- **Task item**:
Please set out each line below exactly as it stands, without the images.
^^^^^^^^^^^^^^^^
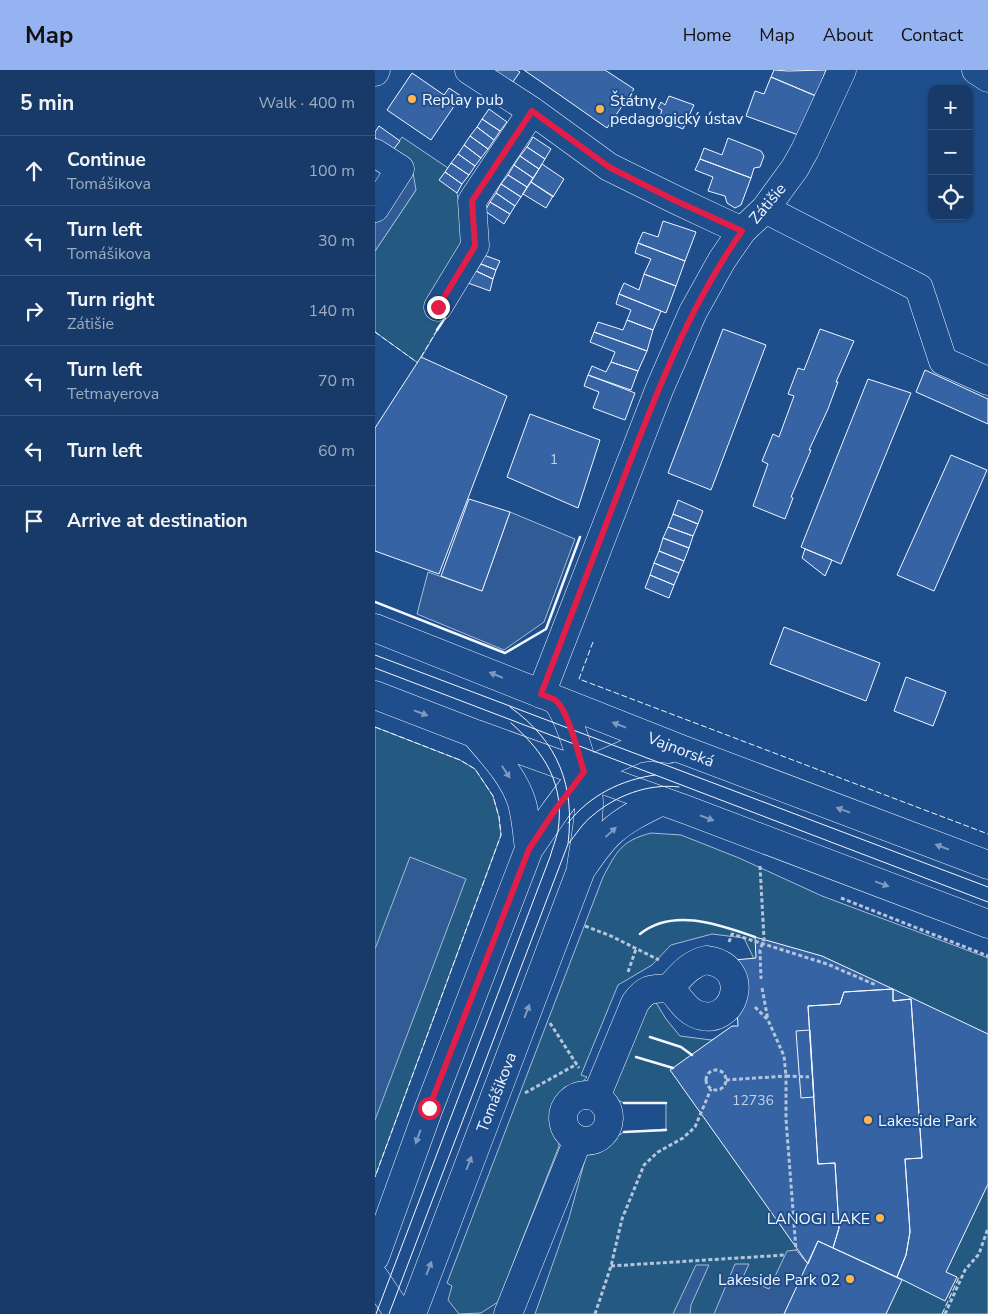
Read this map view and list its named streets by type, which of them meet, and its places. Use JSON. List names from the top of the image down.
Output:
{
  "streets": {
    "main road": ["Zátišie", "Vajnorská", "Tomášikova"]
  },
  "crossings": [
    ["Zátišie", "Vajnorská"],
    ["Zátišie", "Tomášikova"],
    ["Vajnorská", "Tomášikova"]
  ],
  "places": [
    "Replay pub",
    "Štátny pedagogický ústav",
    "Lakeside Park",
    "LANOGI LAKE",
    "Lakeside Park 02"
  ],
  "house_numbers": ["1", "12736"],
  "page": {
    "header": "Map",
    "nav": [
      "Home",
      "Map",
      "About",
      "Contact"
    ],
    "heading": ["5 min", "Walk · 400 m"],
    "map_buttons": ["+", "−"],
    "list": [
      ["Continue", "Tomášikova", "100 m"],
      ["Turn left", "Tomášikova", "30 m"],
      ["Turn right", "Zátišie", "140 m"],
      ["Turn left", "Tetmayerova", "70 m"],
      ["Turn left", "60 m"],
      "Arrive at destination"
    ]
  }
}
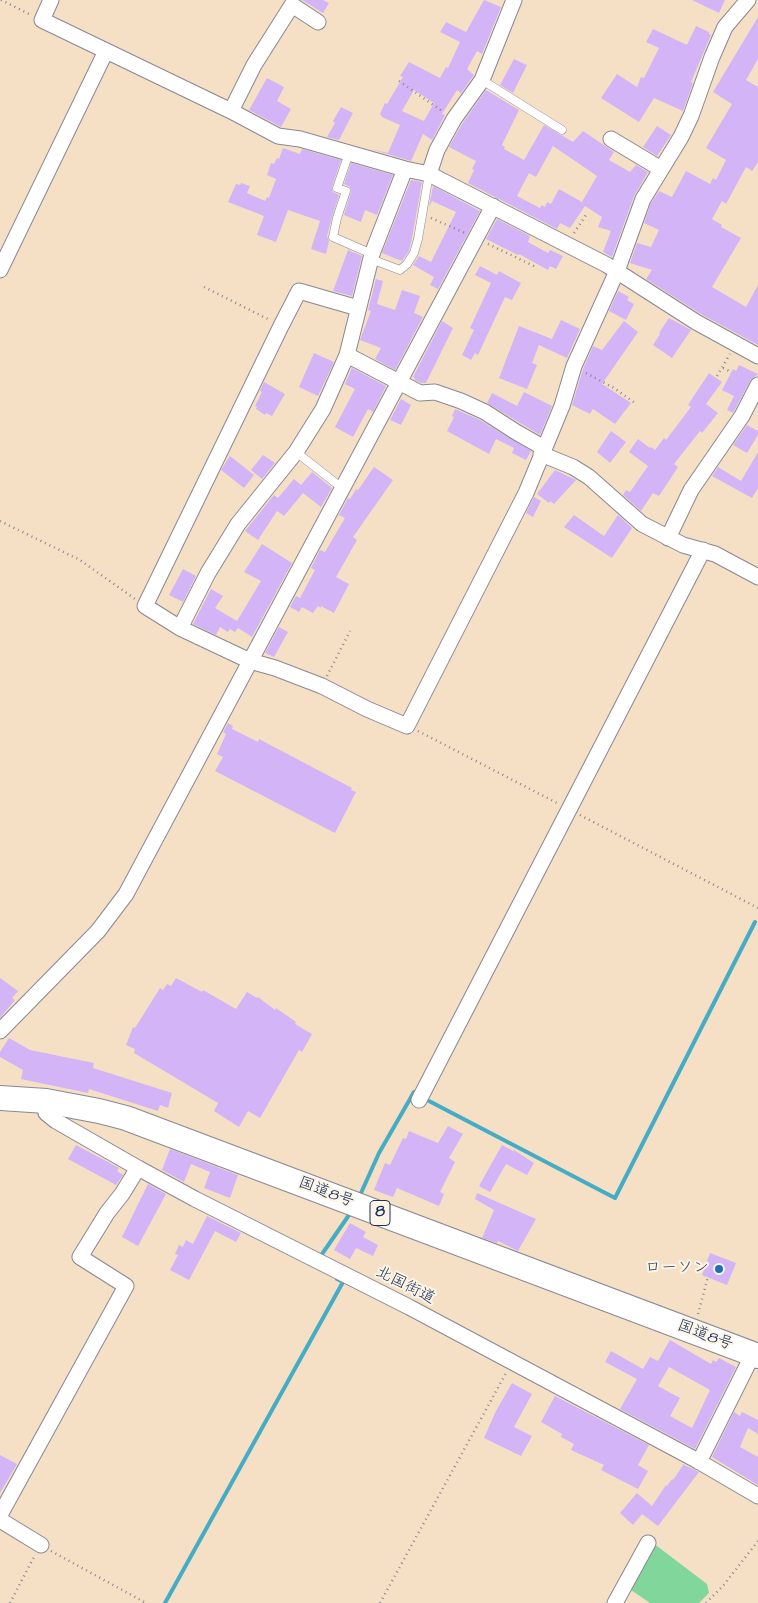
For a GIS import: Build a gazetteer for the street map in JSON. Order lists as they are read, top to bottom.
{
  "streets": {
    "highway": ["国道8号", "8"],
    "street": ["北国街道"]
  },
  "crossings": [
    ["国道8号", "北国街道"]
  ],
  "places": ["ローソン"]
}
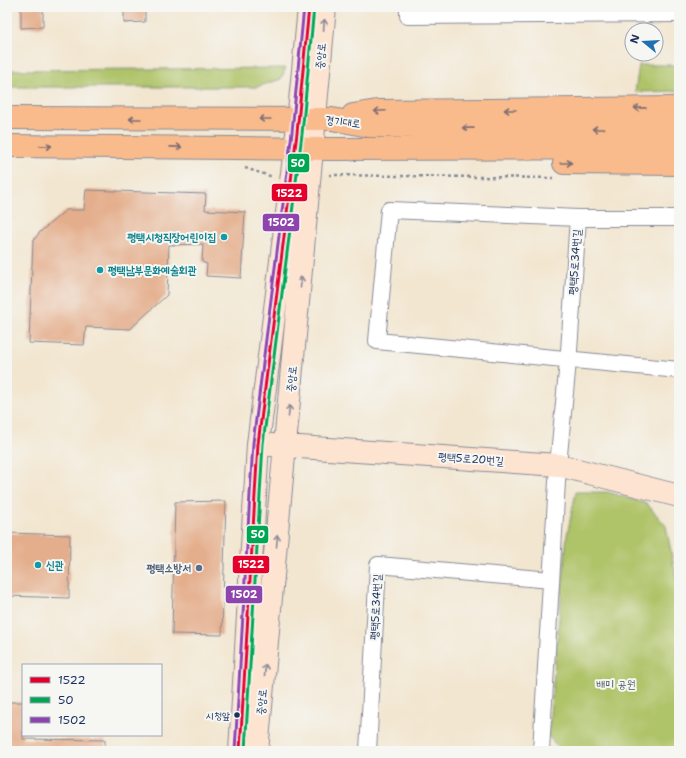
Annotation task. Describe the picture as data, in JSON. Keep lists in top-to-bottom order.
{
  "streets": {
    "main road": ["중앙로", "경기대로", "평택5로20번길"],
    "street": ["평택5로34번길"]
  },
  "crossings": [
    ["중앙로", "경기대로"],
    ["중앙로", "평택5로20번길"],
    ["평택5로34번길", "평택5로20번길"]
  ],
  "parks": ["배미 공원"],
  "places": [
    "평택시청직장어린이집",
    "평택남부문화예술회관",
    "신관",
    "평택소방서",
    "시청앞"
  ],
  "lines": ["transit line 1522", "transit line 50", "transit line 1502"],
  "legend": ["1522", "50", "1502"],
  "north": "left"
}
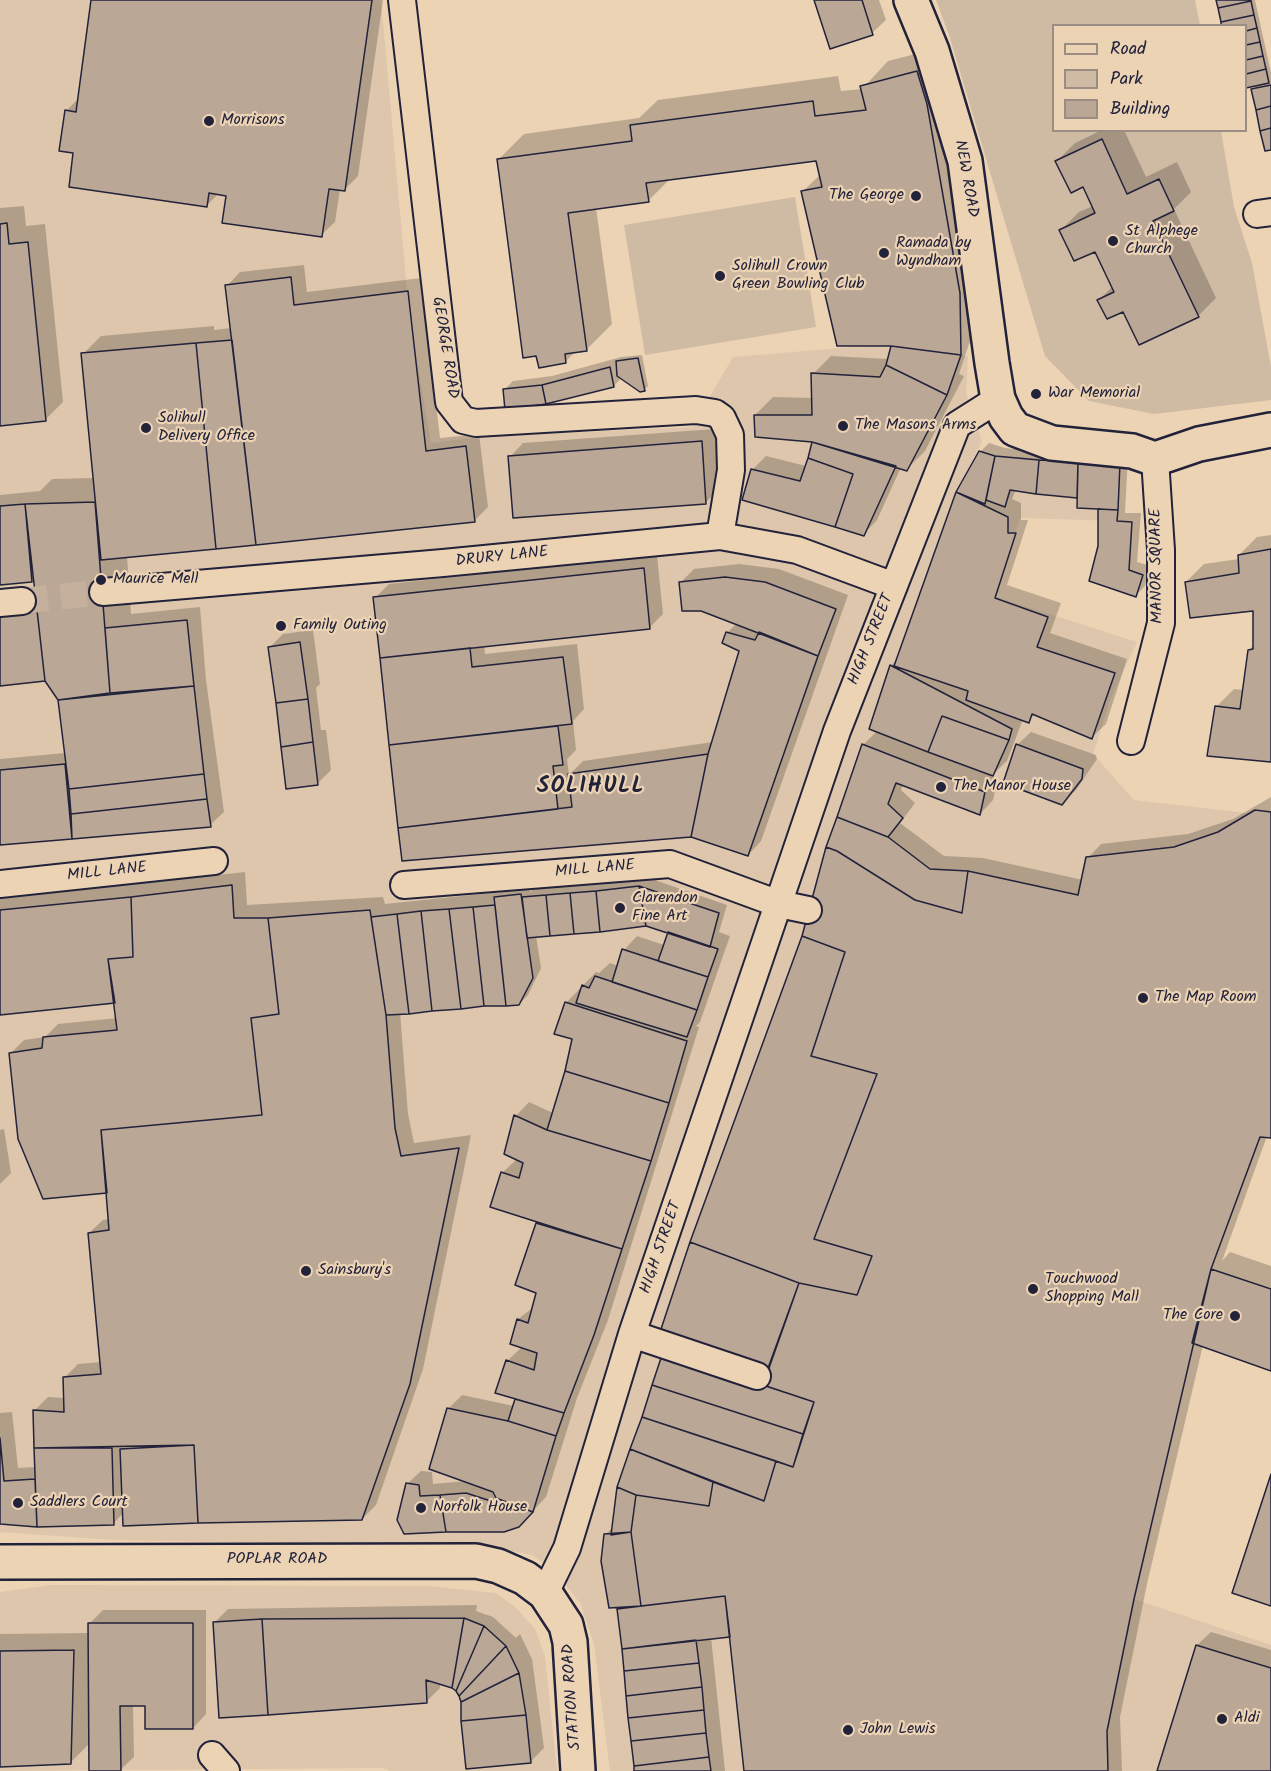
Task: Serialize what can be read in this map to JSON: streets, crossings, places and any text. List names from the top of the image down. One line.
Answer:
^^^^^^^^^^^^^^^^
- **Solution to this problem**:
Read this map view and list its named streets by type, which of them meet, and its places. Use JSON. List names from the top of the image down.
Output:
{
  "streets": {
    "main road": ["Zátišie", "Vajnorská", "Tomášikova"]
  },
  "crossings": [
    ["Zátišie", "Vajnorská"],
    ["Zátišie", "Tomášikova"],
    ["Vajnorská", "Tomášikova"]
  ],
  "places": [
    "Replay pub",
    "Štátny pedagogický ústav",
    "Lakeside Park",
    "LANOGI LAKE",
    "Lakeside Park 02"
  ],
  "house_numbers": ["1", "12736"],
  "page": {
    "header": "Map",
    "nav": [
      "Home",
      "Map",
      "About",
      "Contact"
    ],
    "heading": ["5 min", "Walk · 400 m"],
    "map_buttons": ["+", "−"],
    "list": [
      ["Continue", "Tomášikova", "100 m"],
      ["Turn left", "Tomášikova", "30 m"],
      ["Turn right", "Zátišie", "140 m"],
      ["Turn left", "Tetmayerova", "70 m"],
      ["Turn left", "60 m"],
      "Arrive at destination"
    ]
  }
}
For a GIS import: Build a gazetteer for the street map in JSON. Order lists as they are read, top to bottom.
{
  "streets": {
    "highway": ["国道8号", "8"],
    "street": ["北国街道"]
  },
  "crossings": [
    ["国道8号", "北国街道"]
  ],
  "places": ["ローソン"]
}
Annotation task. Describe the picture as data, in JSON. Keep lists in top-to-bottom order.
{
  "streets": {
    "main road": ["중앙로", "경기대로", "평택5로20번길"],
    "street": ["평택5로34번길"]
  },
  "crossings": [
    ["중앙로", "경기대로"],
    ["중앙로", "평택5로20번길"],
    ["평택5로34번길", "평택5로20번길"]
  ],
  "parks": ["배미 공원"],
  "places": [
    "평택시청직장어린이집",
    "평택남부문화예술회관",
    "신관",
    "평택소방서",
    "시청앞"
  ],
  "lines": ["transit line 1522", "transit line 50", "transit line 1502"],
  "legend": ["1522", "50", "1502"],
  "north": "left"
}
Task: Serialize what can be read in this map to JSON: streets, crossings, places and any text. List names from the top of the image down. One line.
Answer:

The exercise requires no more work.